What are some of the new provider screening and enrollment guidelines?

  • Enhanced provider screening and enrollment based on risk categories (limited, moderate and high) for fraud, waste and abuse for each provider type as assigned by CMS and the SCDHHS.
  • Background checks and unannounced pre and post enrollment site visits.  Fingerprint-based criminal history records checks.   At the present time, the criminal background checks and fingerprinting are not required. 
  • Updated Disclosure of Ownership and Controlling Interest Statements
  • Enrollment of ordering/referring providers 
  • Suspension of provider Medicaid payments in cases of credible allegations of fraud
  • Denial of enrollment and/or termination of a provider from the Medicaid program “for cause”.  This is defined as the revocation of Medicaid billing privileges for specific reasons such as denial/termination from the Medicare program, denial/termination from other state Medicaid and Children’s Health Insurance Programs, or other reasons based on credible allegations of fraud, integrity or quality.
  • Implementation of a temporary moratorium on new provider enrollments, when instructed by CMS, to protect against high risk of fraud and abuse
  • Revalidation of enrolled providers at least every five years, with the exception of DME providers, who need to revalidate every three years.

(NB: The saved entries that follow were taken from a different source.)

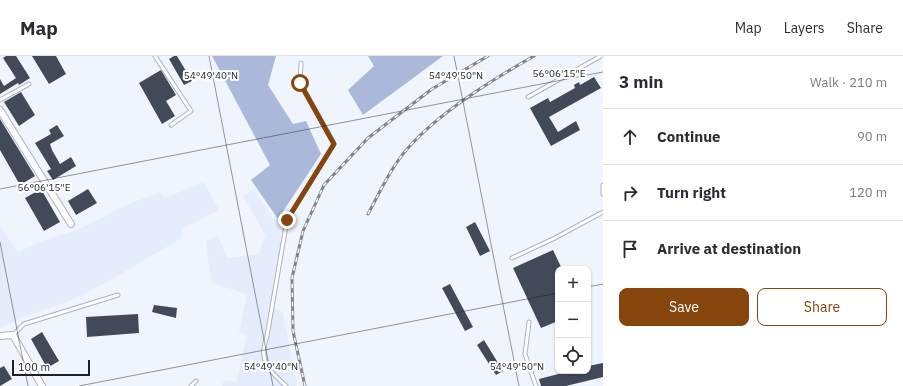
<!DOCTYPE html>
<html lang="en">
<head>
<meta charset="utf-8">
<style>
	:root { --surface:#fff; --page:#f2f2f3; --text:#2b2b33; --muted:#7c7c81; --line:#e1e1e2; --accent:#85450c }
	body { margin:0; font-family:"IBM Plex Sans",sans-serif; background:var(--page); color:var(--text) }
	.controls { position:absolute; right:12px; bottom:12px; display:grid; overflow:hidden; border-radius:8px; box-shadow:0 1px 3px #0004 }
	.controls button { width:36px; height:36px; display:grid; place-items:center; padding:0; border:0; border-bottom:1px solid var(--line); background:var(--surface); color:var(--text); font:20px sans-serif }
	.scale { position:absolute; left:12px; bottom:10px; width:78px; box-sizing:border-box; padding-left:4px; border:2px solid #1d2027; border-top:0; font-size:11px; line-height:14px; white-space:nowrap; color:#1d2027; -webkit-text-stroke:3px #fff; paint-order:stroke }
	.stop { position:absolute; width:12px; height:12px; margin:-9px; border:3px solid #85450c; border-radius:50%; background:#fff }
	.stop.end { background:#85450c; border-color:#fff; box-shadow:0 1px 4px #0008 }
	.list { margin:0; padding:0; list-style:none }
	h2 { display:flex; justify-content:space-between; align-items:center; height:52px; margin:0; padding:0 16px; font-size:17px }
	h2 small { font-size:13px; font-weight:400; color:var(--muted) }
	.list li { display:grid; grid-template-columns:26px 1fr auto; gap:12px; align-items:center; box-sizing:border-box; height:56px; padding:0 16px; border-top:1px solid var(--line) }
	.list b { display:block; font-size:15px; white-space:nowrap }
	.list em { font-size:13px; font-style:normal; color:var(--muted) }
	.actions { display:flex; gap:8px; padding:12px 16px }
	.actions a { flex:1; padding:9px 0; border:1px solid var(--accent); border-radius:8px; text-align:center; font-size:14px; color:var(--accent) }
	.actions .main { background:var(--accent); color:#fff }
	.icon { flex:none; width:22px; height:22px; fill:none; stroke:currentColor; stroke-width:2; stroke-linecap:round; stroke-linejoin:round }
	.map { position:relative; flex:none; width:603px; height:330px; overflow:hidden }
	header { display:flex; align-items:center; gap:24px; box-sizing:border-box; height:56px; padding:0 20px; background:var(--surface); border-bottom:1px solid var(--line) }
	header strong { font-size:19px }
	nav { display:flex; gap:22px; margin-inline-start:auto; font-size:14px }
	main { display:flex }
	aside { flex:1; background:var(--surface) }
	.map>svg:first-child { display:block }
</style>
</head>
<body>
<header>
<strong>Map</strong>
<nav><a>Map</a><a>Layers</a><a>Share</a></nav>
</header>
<main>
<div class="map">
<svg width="603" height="330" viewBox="0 0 603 330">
	<rect width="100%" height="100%" fill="#f0f4fc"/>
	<path fill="#e5edfd" d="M204,126L219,154L182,173V182L109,225L72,244L21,262L0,272V170L18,196L45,184L80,173L124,150L160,136L165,142Z
		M254,134L279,171L281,190L270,249L283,257L297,330H222L224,324L236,326L247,279L239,276L247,238L211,227L206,185L218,180L227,202L259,198L263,183L266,180L243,140Z"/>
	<path fill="#aab9d9" d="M212,0H276L268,29L293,68L306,65L321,98L278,163L251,124L270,109Z
		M368,0H443L363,59L348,34L374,10Z"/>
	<path fill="#424a5a" d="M6,0H16L30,22L19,29L18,27L0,38V23L4,30L16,22L3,2Z
		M32,0H56L66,18L49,28Z
		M174,0H177L192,25L184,29L169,3Z
		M161,14L176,39L166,45L175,60L162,68L139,27Z
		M594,21L601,32L549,61L558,76L576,65L580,74L551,90L530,52L548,42L550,46L575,32L574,29L579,26L580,29Z
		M21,36L35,59L19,70L4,46Z
		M0,63L35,120L20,129L0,94Z
		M57,69L64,80L50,88L52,94L60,108L71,101L76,110L53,124L47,115L51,113L35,87L51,78L49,74Z
		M41,133L60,166L44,175L25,142Z
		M88,133L97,147L76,159L68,145Z
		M475,166L490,195L480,200L466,171Z
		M553,194L562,213H558V265L541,272L513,212Z
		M450,228L473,271L465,275L442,232Z
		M154,249L177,252L176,262L152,256Z
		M138,258L139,277L87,281L86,261Z
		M42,276L59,305L47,312L31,283Z
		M484,284L503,315L496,319L477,289Z
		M603,307V321L566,330H541L539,323L570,315H588V310Z
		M4,310L12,323L0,330V312Z"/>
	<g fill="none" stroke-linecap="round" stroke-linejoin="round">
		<defs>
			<path id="lane" d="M155,0L191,55L171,69
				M528,41L601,0
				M0,44L29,28
				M603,129V138
				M512,202L555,182L603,156
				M529,266L525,298L536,330
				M13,279L24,268L118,239
				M191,330L196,325
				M286,330C268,313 258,306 267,280L287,164L334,88L300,27L301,7"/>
			<path id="street" d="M0,54L71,168
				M0,280L13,279L42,330"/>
		</defs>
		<use href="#lane" stroke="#a9b2c5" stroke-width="5"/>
		<use href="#street" stroke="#a9b2c5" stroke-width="8"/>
		<use href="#lane" stroke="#fff" stroke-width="3"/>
		<use href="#street" stroke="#fff" stroke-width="6"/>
		<defs>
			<path id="rail" d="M368,158C380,136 391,111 408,92C440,56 492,24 534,0
				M305,330L293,275L292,222L303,175L324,129L368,82L432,33L488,0"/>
		</defs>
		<use href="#rail" stroke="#81848c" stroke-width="3"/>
		<use href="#rail" stroke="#fff" stroke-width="1.5" stroke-dasharray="4.5" stroke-linecap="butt"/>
	</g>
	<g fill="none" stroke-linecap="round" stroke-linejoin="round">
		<path stroke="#85450c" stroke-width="5" d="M287,164L334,88L300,27"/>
	</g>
	<path fill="none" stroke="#1d2027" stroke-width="1" stroke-opacity="0.45" d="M209,0L273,330M454,0L519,330M0,133L603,16M0,186L28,330M588,231L603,228M79,330L558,237"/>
	<g font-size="10" text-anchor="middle" fill="#1d2027" stroke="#fff" stroke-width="4" stroke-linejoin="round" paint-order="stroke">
		<text x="559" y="21">56°06'15"E</text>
		<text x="211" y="23">54°49'40"N</text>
		<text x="456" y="23">54°49'50"N</text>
		<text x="44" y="135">56°06'15"E</text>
		<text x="271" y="314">54°49'40"N</text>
		<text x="517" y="314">54°49'50"N</text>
	</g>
</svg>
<div class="controls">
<button>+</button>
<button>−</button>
<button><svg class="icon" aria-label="locate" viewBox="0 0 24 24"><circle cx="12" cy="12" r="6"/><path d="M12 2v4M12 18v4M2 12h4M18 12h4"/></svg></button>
</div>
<div class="scale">100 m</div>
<div class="stop" style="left:300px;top:27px"></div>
<div class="stop end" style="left:287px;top:164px"></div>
</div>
<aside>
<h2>3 min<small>Walk · 210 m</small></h2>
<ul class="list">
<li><svg class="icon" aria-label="ahead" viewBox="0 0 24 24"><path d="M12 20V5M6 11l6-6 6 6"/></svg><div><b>Continue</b></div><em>90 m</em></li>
<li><svg class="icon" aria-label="right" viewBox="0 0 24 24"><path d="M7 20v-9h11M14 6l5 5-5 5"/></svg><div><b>Turn right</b></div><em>120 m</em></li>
<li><svg class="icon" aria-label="arrive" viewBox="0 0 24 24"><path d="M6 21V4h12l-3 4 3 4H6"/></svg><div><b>Arrive at destination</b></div></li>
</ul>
<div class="actions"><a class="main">Save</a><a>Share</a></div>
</aside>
</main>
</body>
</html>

What is a Temporary Moratorium?

A temporary moratorium is the imposition of a hold or freeze on the enrollment of new or initial Medicaid providers and suppliers of a particular provider type or the establishment of new practice locations of a particular provider type in a specific geographic area for a period of six months.  CMS may extend a temporary moratorium in six month increments.  The announcement of a moratorium will be reported in the Federal Register.